» Material for this exercise:
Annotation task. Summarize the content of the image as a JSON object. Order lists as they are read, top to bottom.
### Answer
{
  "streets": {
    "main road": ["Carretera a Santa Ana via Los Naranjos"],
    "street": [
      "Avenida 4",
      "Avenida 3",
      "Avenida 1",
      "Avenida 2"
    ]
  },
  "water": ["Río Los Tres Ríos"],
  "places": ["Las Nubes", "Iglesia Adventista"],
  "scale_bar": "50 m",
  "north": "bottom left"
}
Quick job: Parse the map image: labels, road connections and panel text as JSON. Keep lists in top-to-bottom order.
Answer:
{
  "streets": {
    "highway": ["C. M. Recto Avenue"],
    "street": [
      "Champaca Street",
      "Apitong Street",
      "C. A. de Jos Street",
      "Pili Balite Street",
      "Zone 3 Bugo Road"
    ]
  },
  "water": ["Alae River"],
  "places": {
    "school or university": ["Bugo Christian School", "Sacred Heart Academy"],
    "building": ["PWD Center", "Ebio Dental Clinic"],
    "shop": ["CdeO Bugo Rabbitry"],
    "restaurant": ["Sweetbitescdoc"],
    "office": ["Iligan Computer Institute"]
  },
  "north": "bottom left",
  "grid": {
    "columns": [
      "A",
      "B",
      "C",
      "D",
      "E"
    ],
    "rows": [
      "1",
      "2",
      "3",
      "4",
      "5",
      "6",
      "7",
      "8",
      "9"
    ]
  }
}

» Brief:
Lines that hold "JSON" are the ones to copy, so pick each out from the data.

» Reply:
Annotation task. Summarize the content of the image as a JSON object. Order lists as they are read, top to bottom.
Quick job: Parse the map image: labels, road connections and panel text as JSON. Keep lists in top-to-bottom order.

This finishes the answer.